* Description of the task *
Before answering, work out how many lines below contain the string "linejoin"; the reply is that number alone.
+++ Information
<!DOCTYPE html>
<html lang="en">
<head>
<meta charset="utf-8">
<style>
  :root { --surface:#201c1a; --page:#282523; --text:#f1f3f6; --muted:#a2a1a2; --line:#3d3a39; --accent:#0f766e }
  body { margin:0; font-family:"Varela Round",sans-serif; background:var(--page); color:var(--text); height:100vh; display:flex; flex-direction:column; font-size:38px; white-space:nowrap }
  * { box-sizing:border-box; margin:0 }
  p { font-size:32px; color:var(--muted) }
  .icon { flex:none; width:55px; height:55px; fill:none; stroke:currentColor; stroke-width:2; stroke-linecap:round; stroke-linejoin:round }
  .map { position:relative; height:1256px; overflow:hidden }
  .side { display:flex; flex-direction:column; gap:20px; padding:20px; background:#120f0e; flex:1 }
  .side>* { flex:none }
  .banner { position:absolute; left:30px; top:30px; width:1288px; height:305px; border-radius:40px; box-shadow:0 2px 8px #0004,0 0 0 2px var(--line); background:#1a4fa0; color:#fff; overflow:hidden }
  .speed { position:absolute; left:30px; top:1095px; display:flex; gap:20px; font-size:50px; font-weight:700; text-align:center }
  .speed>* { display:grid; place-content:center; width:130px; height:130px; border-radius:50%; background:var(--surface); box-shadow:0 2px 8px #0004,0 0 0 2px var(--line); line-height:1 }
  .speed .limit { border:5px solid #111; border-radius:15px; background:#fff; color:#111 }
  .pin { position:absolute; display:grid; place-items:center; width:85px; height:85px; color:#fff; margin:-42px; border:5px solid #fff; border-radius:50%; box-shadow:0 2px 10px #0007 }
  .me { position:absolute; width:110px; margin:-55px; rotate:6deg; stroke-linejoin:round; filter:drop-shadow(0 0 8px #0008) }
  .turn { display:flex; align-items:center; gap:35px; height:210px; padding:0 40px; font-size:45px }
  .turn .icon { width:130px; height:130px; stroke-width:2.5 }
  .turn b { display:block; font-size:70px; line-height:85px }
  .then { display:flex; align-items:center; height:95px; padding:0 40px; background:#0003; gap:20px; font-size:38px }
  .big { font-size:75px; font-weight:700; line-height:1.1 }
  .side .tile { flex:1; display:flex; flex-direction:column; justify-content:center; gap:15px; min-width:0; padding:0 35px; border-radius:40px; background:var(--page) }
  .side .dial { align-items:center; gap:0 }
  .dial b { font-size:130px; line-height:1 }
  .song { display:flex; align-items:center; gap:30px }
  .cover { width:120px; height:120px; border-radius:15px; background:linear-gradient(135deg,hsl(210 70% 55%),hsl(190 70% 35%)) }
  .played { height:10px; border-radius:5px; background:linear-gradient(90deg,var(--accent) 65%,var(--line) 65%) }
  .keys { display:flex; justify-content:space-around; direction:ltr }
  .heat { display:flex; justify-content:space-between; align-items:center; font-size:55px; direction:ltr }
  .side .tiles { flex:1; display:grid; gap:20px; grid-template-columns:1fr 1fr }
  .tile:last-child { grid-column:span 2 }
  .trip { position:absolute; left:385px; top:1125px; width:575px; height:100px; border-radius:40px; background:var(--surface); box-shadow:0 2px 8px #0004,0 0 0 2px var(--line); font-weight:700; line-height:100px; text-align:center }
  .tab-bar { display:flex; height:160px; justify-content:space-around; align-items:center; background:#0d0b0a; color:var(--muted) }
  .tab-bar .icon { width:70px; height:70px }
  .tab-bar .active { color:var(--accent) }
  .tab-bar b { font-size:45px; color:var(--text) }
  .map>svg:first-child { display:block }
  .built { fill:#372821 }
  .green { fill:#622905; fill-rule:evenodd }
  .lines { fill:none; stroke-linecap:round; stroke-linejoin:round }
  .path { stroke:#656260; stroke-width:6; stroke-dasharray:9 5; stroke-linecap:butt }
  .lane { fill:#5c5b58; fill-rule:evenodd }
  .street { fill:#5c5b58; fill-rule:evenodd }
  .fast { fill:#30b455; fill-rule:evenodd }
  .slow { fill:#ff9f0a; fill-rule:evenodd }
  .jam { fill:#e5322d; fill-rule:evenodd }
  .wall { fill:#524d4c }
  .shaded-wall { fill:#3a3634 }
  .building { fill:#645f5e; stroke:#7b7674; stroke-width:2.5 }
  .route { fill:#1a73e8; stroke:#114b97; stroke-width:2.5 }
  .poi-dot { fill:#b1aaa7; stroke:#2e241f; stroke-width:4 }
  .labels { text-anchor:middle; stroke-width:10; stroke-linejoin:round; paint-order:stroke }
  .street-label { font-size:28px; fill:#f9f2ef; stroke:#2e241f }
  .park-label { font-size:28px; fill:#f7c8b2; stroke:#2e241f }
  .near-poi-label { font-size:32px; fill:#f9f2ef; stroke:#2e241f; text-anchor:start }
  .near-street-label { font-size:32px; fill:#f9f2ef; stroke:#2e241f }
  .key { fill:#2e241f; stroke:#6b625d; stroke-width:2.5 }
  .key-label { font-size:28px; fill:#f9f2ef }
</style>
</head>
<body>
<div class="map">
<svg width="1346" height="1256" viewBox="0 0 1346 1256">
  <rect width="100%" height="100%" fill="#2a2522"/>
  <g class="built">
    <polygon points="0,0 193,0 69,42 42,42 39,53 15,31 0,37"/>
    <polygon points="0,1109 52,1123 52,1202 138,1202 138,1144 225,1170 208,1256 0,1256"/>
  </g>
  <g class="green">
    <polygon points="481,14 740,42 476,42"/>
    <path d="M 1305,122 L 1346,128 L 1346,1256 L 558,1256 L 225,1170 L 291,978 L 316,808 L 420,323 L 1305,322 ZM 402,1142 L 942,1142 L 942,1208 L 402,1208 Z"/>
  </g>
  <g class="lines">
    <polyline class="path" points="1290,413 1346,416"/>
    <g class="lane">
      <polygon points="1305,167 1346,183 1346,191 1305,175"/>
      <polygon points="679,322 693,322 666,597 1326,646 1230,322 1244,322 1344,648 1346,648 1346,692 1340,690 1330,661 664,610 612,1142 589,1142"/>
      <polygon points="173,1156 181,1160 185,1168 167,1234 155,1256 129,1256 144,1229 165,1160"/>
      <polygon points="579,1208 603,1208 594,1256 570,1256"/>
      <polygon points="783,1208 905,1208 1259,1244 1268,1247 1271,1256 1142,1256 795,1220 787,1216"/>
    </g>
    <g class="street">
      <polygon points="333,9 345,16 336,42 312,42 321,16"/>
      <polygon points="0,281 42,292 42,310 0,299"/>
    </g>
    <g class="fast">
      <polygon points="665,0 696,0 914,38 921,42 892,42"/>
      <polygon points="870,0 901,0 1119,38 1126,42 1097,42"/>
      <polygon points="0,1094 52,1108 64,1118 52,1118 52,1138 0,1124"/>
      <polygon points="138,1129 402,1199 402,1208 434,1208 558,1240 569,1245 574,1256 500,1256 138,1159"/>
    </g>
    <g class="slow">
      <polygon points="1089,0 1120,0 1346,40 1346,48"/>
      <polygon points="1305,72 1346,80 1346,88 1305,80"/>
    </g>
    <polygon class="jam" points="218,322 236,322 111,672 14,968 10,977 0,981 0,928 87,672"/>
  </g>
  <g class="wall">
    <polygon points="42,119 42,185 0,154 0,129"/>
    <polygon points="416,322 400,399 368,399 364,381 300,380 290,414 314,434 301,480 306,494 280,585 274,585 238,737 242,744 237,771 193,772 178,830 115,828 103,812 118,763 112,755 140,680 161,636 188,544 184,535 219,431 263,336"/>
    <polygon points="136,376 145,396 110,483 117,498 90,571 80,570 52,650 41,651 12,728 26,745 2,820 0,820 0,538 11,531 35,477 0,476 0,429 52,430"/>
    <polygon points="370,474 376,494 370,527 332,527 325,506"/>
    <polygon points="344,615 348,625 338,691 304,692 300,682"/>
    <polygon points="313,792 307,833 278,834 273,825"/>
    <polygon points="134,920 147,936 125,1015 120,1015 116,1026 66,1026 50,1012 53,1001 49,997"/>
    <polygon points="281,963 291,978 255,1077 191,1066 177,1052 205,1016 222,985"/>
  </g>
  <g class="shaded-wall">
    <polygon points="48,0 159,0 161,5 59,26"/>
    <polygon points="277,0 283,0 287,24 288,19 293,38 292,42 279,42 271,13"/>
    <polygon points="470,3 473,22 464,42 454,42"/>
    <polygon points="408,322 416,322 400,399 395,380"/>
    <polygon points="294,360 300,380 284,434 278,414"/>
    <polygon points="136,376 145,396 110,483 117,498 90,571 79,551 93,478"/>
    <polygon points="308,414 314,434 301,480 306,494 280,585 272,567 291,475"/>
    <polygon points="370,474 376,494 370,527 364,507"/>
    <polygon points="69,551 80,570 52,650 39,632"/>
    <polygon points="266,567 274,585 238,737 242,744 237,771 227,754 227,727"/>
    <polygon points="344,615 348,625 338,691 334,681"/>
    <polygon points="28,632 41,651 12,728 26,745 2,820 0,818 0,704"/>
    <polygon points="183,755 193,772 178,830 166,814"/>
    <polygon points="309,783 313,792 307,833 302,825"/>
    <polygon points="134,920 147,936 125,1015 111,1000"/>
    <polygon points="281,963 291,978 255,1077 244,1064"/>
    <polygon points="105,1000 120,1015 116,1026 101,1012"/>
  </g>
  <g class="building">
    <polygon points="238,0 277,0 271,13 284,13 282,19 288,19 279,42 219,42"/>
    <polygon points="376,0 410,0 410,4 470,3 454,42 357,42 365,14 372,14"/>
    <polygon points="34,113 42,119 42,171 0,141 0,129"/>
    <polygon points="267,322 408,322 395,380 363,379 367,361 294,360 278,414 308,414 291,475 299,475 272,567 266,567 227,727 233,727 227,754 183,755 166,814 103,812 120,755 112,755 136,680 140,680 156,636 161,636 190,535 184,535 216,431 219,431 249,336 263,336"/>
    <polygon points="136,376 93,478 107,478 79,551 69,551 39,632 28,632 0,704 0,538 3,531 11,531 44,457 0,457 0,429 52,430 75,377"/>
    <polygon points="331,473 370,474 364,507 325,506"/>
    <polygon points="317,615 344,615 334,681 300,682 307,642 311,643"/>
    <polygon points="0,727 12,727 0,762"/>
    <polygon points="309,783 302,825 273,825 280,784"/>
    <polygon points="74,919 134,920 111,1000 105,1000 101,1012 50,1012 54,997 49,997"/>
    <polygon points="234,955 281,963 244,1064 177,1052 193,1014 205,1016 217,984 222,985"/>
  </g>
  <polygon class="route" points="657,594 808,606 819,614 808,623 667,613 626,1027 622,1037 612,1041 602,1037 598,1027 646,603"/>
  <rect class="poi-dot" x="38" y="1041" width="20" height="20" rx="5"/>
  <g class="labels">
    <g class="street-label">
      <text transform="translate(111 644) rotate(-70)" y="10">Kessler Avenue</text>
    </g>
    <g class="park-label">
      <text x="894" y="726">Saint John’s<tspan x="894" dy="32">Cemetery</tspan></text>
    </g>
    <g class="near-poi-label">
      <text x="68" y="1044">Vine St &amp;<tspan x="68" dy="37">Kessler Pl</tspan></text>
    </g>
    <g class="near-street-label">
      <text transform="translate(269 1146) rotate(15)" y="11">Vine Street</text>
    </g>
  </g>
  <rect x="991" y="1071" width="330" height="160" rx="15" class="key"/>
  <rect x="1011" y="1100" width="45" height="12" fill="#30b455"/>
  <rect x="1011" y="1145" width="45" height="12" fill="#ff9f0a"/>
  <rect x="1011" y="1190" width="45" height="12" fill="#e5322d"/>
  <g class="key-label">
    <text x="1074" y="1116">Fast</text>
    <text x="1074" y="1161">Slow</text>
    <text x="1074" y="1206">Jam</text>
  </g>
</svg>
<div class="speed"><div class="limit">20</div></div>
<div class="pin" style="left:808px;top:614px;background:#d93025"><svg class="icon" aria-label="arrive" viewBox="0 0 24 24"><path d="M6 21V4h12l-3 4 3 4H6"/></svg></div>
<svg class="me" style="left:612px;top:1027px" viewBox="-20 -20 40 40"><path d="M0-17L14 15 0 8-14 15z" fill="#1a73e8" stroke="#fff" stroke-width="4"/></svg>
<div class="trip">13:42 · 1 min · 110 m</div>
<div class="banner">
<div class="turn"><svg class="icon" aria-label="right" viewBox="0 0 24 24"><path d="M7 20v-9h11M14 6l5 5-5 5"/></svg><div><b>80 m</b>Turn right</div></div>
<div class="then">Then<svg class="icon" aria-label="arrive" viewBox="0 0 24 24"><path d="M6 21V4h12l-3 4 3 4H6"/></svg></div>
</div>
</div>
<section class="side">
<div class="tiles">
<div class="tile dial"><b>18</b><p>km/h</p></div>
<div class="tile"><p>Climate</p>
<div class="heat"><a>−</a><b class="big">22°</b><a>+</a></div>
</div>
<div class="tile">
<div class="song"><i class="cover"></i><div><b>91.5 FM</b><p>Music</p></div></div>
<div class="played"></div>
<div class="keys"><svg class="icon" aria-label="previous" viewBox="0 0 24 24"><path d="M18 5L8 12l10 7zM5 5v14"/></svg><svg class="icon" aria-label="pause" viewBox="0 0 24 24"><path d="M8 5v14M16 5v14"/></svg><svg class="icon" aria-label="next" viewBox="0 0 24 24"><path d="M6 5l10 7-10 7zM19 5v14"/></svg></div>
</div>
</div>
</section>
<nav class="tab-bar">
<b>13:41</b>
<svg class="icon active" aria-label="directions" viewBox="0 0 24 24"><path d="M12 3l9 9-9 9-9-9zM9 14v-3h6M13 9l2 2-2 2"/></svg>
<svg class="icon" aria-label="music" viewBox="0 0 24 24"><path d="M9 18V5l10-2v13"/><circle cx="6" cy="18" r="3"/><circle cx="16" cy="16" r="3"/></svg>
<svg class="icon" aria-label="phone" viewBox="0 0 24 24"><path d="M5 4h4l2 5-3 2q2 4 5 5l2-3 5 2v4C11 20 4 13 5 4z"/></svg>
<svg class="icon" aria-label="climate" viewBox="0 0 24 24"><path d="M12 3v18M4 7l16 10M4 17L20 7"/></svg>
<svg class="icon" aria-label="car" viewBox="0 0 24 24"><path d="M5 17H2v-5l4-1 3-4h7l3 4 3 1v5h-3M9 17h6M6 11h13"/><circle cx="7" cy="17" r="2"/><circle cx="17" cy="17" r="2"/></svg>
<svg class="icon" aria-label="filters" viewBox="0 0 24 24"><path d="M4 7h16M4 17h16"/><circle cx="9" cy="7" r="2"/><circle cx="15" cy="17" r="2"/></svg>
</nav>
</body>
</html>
++++++
* Final answer *
4